The longing that defined Napoleon, man of action

Adam Zamoyski in Weekly Standard:

Men of action present a problem for decent modern democrats. For the very term “men of action” is a euphemism for men accomplished in war, and no public figure is more suspect these days than the warlike man. When Winston Churchill called Napoleon Bonaparte (1769-1821) “the greatest man of action born in Europe since Julius Caesar,” he meant to praise Napoleon in the highest terms, but for many, such praise is fraught with peril. After all, Julius Caesar, named dictator in perpetuity, placed the Roman Republic in mortal danger and died a tyrant’s death; the most famous of his assassins, Marcus Junius Brutus, is remembered as a paragon of republican virtue, though it proved impossible to restore the Republic after Caesar’s day.

Napoleon for his part extinguished all hope of a French republic by prudently measured gradations.

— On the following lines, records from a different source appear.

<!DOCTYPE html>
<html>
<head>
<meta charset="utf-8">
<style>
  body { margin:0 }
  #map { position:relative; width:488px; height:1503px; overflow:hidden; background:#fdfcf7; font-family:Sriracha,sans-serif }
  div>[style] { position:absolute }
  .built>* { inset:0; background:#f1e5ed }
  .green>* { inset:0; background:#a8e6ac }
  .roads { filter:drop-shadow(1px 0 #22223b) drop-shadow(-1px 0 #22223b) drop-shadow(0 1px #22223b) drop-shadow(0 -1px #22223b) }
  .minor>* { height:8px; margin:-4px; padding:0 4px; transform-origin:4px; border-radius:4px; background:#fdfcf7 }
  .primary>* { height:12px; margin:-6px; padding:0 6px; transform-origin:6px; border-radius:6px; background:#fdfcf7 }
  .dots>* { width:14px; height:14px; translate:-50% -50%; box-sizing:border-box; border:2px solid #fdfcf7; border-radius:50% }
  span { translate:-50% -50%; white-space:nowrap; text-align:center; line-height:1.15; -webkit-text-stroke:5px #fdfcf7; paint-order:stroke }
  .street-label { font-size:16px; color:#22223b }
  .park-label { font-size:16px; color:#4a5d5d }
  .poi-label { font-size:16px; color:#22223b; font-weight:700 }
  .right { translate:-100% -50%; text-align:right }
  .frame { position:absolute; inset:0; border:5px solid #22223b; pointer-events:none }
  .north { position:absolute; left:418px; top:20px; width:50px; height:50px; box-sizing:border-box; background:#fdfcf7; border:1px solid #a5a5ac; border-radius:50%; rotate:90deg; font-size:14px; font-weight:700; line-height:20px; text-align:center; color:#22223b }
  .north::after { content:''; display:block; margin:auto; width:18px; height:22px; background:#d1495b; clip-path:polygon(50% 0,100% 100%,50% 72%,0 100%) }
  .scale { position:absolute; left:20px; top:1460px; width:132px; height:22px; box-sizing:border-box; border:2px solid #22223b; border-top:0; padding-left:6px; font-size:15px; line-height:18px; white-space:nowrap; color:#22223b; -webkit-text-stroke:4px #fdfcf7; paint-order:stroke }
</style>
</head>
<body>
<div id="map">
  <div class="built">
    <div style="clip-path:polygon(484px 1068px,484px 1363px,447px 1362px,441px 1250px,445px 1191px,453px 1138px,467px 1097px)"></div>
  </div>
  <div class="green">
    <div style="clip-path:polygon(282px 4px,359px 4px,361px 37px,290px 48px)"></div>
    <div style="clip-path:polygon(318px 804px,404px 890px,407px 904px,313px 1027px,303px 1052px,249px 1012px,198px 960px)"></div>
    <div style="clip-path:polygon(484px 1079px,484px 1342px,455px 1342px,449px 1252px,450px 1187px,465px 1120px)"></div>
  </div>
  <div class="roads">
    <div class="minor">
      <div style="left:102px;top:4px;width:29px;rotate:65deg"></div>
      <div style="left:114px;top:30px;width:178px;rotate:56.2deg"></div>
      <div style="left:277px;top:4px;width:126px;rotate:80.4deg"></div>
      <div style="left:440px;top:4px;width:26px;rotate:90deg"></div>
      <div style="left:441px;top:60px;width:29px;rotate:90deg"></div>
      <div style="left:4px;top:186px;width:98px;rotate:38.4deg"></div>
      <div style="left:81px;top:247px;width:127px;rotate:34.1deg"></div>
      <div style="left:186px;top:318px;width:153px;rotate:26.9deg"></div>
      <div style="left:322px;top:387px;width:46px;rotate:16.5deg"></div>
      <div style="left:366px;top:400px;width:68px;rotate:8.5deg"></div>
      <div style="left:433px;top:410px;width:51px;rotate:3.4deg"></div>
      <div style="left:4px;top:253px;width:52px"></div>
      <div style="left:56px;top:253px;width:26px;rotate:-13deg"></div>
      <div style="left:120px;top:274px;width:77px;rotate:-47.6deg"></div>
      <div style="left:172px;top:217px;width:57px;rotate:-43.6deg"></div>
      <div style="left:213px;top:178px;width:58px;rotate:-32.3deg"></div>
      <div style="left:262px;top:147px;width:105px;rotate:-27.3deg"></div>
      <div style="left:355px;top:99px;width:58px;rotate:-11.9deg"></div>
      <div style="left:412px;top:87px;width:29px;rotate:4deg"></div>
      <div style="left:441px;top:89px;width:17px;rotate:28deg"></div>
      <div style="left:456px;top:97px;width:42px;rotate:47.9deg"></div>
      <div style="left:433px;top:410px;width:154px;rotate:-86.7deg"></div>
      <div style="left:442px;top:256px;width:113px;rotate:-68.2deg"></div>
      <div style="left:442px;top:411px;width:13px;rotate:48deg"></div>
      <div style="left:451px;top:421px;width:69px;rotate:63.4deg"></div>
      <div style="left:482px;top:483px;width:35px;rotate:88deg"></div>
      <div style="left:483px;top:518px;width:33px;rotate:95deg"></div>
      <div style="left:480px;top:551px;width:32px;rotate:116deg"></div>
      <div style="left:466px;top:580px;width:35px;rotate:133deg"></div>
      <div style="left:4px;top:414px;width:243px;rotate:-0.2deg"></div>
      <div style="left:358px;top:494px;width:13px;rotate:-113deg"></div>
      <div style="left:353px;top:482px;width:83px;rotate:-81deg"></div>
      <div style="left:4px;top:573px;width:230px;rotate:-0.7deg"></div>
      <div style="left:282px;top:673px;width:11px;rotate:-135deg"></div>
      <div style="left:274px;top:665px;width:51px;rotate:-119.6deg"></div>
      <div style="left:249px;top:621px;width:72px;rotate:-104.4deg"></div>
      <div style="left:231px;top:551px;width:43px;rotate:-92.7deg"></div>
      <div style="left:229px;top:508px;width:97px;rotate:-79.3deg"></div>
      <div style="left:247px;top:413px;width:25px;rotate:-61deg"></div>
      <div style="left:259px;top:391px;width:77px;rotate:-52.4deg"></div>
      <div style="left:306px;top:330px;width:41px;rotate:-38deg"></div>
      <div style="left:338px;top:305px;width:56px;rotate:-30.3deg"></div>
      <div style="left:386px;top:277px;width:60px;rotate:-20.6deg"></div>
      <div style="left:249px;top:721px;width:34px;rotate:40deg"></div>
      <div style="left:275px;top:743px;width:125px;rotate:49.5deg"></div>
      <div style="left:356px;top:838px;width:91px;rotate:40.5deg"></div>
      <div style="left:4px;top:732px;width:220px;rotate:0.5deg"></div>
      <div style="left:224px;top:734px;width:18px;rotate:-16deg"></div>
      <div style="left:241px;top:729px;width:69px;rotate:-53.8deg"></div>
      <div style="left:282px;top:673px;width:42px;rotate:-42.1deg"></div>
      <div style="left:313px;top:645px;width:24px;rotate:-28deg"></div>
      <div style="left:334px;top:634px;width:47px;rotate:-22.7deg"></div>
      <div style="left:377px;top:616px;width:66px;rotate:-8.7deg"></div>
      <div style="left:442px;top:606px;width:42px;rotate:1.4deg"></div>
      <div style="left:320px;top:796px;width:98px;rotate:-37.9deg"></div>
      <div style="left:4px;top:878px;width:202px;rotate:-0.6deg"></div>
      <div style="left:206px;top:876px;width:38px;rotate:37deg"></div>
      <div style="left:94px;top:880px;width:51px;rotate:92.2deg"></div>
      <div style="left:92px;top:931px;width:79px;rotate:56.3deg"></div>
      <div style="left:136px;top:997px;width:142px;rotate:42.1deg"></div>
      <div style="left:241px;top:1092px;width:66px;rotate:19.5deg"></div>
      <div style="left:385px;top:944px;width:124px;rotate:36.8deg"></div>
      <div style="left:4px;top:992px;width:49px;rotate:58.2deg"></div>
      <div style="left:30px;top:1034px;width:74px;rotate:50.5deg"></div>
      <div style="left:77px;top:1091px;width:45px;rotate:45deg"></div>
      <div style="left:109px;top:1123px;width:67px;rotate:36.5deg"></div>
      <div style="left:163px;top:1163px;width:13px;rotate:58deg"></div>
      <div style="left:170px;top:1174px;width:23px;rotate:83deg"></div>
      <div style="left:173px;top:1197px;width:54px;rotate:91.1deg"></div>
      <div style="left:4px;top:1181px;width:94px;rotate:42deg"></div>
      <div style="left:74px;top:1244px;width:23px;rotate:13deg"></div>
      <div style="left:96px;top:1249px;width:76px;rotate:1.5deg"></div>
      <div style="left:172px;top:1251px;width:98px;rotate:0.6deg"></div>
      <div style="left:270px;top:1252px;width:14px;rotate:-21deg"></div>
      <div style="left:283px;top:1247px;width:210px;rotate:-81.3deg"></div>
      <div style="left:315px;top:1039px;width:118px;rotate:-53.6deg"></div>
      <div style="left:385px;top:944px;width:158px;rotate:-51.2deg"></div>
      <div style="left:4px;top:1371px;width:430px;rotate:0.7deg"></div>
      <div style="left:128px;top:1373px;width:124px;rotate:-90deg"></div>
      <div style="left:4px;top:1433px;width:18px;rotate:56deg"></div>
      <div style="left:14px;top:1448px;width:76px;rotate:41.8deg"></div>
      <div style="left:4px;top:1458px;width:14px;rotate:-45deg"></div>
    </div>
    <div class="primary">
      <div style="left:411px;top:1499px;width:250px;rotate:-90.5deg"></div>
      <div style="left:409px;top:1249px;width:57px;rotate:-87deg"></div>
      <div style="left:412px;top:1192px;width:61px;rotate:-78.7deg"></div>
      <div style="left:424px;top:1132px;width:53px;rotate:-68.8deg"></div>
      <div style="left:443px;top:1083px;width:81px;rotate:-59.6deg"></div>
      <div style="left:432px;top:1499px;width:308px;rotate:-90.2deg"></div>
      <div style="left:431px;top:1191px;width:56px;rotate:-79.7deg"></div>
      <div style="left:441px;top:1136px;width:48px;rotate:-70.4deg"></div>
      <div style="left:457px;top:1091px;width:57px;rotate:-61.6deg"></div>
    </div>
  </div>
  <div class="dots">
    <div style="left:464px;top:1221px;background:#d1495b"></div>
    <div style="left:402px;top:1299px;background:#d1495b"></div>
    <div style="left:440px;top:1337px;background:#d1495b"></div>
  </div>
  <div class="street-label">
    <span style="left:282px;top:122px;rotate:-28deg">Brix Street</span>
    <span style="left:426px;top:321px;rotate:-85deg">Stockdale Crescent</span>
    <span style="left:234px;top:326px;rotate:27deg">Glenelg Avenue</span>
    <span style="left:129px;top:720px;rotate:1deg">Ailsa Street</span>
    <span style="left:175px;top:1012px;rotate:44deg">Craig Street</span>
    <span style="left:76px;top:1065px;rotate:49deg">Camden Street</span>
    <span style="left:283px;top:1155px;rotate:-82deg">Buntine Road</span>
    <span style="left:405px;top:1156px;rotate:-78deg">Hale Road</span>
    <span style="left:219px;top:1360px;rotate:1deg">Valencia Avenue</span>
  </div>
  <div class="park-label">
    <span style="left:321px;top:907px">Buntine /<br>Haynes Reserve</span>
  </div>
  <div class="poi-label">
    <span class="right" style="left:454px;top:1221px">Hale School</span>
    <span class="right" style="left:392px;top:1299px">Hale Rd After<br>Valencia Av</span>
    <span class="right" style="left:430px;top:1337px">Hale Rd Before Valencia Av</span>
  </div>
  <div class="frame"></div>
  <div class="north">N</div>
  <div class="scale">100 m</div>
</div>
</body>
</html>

Having won public adulation by heroic feats of generalship in Italy and Egypt, he knocked over the ruling Directory in the bloodless coup of 18 Brumaire in 1799 and as First Consul commanded power greater than that wielded by Louis XIV; he did what dictators often do and designated himself consul for life in 1802; then he took the obvious next step for a hero-worshipper of Julius Caesar and Alexander the Great and crowned himself emperor in 1804. And like Caesar and Alexander he ended badly, abdicating the throne in 1814 after disastrous military defeats, forced into exile on the Mediterranean islet of Elba, reclaiming imperial power a year later, only to meet decisive calamity at Waterloo and be condemned to the South Atlantic island fastness of Saint Helena, from which the sole escape was death, a mercy when at last it came, in 1821.